## [About this exercise]
Across all the records, filter for lines with the word "stream" and copy them.

******************************

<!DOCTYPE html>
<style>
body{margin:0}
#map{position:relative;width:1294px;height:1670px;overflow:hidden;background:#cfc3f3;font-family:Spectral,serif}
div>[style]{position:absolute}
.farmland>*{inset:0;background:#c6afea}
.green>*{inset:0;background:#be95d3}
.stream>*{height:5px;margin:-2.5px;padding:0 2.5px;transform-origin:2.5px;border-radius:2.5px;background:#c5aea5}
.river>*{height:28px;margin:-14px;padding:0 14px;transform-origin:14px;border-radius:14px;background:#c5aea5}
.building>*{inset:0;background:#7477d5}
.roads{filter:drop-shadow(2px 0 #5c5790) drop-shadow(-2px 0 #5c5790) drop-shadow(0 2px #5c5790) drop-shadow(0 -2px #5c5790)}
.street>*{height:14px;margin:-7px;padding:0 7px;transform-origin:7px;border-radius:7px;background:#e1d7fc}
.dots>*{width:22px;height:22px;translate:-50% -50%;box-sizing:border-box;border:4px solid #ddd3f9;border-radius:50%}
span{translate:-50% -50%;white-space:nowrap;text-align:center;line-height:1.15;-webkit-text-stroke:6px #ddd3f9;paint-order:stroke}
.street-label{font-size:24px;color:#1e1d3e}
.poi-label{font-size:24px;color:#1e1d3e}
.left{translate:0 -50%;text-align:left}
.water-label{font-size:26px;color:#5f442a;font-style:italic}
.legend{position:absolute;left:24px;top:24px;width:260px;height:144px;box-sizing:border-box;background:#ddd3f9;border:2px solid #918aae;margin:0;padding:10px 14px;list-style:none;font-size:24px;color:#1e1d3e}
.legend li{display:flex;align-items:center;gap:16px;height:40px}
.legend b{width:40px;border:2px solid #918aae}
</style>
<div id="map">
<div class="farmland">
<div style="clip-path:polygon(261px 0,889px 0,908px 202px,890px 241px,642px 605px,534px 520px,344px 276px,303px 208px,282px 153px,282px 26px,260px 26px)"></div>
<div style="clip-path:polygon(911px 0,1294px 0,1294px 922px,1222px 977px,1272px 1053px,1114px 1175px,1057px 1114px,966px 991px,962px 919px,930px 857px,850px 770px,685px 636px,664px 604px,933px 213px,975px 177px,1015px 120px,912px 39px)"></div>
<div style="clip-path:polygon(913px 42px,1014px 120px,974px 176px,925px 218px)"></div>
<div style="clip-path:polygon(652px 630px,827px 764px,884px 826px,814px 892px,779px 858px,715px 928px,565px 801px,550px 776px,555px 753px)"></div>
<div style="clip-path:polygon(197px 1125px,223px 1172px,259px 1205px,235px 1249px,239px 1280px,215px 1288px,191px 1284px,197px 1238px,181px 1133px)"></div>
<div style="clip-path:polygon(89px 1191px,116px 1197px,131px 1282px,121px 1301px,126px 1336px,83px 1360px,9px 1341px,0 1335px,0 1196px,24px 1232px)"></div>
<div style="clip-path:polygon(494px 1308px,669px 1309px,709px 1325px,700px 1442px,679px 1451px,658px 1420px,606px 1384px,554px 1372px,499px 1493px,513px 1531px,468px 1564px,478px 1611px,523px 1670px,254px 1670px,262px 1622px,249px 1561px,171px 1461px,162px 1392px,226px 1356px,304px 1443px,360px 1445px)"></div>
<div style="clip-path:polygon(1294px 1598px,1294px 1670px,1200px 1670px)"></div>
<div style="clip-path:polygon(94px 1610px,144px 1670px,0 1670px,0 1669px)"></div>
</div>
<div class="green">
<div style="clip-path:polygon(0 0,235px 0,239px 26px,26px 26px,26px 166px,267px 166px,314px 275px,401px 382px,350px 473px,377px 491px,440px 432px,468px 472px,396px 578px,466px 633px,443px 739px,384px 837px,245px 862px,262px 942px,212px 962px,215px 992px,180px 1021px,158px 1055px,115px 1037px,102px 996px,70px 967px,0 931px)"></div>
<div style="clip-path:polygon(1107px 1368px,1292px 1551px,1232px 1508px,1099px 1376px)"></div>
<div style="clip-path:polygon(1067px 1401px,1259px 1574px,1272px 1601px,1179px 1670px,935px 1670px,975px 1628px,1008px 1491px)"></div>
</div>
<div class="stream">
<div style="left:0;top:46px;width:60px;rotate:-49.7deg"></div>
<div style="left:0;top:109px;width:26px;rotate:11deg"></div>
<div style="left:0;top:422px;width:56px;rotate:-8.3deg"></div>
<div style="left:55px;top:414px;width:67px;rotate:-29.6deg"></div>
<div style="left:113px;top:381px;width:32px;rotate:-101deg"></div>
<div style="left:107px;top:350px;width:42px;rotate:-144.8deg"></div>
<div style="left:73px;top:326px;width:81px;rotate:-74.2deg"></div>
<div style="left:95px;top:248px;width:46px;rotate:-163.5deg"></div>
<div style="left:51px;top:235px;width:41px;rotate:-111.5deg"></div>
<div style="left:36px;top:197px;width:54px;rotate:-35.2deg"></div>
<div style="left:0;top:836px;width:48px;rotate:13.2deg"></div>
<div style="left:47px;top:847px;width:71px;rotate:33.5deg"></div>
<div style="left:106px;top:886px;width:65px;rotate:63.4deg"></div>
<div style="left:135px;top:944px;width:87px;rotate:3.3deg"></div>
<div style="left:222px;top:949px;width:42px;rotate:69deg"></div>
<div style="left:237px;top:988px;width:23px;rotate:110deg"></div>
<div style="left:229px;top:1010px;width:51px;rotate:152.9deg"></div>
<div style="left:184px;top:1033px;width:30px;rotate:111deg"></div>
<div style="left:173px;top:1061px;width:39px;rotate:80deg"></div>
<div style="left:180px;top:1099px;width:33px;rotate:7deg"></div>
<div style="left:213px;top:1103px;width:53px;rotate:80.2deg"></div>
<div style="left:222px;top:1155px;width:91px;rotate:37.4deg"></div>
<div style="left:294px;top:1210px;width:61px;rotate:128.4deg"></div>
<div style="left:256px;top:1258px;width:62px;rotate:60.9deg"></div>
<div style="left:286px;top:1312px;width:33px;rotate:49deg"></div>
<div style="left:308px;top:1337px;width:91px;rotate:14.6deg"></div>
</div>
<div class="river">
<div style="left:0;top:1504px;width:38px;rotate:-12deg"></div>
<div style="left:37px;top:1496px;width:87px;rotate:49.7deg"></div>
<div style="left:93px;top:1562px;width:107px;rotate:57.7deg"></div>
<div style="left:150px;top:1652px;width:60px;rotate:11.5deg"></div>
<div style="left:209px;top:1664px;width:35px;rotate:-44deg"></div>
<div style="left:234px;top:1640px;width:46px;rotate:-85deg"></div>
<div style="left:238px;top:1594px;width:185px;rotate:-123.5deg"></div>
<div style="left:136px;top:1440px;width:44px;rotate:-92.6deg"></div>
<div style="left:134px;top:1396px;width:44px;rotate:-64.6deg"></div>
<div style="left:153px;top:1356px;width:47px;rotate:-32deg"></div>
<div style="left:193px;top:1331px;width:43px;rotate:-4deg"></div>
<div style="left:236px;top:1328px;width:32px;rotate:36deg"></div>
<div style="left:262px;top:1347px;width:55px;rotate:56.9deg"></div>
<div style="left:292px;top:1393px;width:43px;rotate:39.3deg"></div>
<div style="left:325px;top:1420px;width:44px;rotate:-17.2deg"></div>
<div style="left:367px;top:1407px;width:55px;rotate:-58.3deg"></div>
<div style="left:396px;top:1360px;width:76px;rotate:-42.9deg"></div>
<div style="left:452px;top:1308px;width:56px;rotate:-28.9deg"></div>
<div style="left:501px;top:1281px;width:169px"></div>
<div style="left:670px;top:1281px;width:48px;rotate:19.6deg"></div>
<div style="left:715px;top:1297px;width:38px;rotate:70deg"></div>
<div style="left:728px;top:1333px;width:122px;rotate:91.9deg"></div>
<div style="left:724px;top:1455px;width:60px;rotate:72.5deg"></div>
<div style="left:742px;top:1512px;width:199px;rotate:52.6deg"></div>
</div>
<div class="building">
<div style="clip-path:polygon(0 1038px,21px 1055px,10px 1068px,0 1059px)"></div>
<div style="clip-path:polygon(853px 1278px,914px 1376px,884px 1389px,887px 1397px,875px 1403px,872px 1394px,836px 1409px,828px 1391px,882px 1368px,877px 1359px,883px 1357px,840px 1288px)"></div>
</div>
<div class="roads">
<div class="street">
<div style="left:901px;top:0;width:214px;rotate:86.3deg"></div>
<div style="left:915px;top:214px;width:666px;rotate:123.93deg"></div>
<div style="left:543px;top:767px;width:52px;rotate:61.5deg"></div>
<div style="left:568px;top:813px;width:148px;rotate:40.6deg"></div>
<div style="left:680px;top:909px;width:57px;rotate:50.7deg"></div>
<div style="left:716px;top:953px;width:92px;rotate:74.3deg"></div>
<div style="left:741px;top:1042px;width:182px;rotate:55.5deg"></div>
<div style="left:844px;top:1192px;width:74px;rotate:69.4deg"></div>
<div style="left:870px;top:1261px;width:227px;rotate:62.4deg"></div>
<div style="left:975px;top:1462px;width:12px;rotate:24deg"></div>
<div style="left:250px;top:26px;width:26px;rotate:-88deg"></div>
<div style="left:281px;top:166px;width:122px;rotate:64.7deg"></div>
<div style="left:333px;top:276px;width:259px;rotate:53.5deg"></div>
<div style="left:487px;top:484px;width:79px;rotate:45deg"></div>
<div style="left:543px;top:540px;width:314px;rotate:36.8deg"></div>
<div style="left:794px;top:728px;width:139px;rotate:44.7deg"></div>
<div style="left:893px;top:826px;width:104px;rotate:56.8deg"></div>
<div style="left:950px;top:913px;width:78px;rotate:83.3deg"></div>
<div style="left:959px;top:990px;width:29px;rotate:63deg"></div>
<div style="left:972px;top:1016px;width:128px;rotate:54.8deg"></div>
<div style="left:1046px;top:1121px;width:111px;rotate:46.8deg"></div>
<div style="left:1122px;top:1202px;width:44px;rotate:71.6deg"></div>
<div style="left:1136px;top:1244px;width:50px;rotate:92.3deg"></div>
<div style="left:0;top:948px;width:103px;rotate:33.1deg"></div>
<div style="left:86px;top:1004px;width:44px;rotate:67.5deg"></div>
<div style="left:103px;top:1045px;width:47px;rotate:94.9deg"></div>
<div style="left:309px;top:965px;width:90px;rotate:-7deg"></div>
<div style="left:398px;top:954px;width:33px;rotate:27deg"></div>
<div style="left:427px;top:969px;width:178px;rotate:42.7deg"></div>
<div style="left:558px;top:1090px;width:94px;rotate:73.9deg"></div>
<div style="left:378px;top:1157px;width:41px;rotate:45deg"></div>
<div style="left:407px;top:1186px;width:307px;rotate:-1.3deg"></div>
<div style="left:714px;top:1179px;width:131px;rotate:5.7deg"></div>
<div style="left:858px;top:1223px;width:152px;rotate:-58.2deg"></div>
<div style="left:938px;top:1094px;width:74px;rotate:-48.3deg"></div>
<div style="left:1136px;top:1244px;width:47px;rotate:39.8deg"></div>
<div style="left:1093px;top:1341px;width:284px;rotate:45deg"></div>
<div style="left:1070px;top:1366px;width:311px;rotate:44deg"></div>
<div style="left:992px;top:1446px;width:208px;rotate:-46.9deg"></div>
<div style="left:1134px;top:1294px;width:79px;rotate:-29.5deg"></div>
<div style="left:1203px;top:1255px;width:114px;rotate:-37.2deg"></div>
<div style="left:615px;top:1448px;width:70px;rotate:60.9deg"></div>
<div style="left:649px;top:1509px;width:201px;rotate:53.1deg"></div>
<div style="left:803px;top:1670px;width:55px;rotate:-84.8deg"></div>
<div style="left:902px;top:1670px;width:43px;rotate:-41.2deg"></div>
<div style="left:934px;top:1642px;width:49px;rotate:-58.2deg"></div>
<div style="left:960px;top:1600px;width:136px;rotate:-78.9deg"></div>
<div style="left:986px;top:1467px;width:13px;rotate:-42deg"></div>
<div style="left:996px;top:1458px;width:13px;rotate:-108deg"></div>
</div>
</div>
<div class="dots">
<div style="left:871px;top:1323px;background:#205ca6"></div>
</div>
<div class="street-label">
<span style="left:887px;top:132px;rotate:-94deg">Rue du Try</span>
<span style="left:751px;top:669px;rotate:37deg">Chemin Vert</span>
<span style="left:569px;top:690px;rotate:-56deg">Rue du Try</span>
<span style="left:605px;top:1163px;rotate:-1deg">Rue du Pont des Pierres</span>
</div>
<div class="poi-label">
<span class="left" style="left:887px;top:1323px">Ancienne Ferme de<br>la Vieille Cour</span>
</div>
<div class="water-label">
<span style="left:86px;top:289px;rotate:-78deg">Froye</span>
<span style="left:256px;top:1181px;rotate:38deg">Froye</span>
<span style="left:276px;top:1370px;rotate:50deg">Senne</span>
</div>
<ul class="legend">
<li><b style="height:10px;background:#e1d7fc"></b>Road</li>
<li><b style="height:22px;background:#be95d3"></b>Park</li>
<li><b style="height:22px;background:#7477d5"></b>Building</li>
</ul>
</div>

******************************

## [Problem solution]
.stream>*{height:5px;margin:-2.5px;padding:0 2.5px;transform-origin:2.5px;border-radius:2.5px;background:#c5aea5}
<div class="stream">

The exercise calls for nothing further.